- _Your goal_
Check every line below for the word "monumento" and show those that hold it.

━━━━━━━━

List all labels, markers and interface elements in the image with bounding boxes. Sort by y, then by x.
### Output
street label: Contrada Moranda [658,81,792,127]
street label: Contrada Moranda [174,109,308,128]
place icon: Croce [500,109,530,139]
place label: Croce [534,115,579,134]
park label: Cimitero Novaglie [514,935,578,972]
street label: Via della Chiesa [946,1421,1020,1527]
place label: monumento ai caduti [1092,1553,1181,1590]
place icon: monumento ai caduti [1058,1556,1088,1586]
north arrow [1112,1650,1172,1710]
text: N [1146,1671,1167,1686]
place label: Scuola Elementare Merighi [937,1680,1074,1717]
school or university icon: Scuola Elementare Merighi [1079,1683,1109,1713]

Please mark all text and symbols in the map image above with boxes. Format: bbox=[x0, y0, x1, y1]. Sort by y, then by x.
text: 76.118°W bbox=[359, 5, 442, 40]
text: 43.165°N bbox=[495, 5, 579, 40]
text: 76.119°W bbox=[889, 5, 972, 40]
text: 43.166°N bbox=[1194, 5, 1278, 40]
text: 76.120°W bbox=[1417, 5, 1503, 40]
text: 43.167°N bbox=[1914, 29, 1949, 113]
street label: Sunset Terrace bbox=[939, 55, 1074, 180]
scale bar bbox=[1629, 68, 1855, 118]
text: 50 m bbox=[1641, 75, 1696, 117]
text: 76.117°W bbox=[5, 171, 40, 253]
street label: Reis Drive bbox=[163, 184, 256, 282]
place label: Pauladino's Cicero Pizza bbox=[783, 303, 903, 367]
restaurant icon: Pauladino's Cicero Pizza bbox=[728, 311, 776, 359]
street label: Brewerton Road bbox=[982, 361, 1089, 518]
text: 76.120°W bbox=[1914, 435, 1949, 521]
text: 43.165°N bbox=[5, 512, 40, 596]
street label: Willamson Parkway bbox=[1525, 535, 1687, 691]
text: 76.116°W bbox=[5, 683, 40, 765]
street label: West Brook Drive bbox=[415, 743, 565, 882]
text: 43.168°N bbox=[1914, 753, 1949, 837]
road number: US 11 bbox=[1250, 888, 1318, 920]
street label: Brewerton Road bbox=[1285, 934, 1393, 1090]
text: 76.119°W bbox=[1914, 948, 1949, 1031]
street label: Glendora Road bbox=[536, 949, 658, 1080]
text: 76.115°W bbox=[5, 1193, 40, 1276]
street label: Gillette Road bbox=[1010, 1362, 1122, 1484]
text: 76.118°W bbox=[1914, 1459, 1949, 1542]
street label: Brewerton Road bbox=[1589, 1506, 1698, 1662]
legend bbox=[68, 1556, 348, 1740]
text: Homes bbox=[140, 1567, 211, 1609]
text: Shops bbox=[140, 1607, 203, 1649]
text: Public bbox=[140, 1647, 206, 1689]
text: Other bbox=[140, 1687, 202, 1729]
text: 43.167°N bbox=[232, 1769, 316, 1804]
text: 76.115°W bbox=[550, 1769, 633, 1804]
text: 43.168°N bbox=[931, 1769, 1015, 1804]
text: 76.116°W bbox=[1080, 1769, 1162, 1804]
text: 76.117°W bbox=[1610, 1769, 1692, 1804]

━━━━━━━━

- _Task result_
place label: monumento ai caduti [1092,1553,1181,1590]
place icon: monumento ai caduti [1058,1556,1088,1586]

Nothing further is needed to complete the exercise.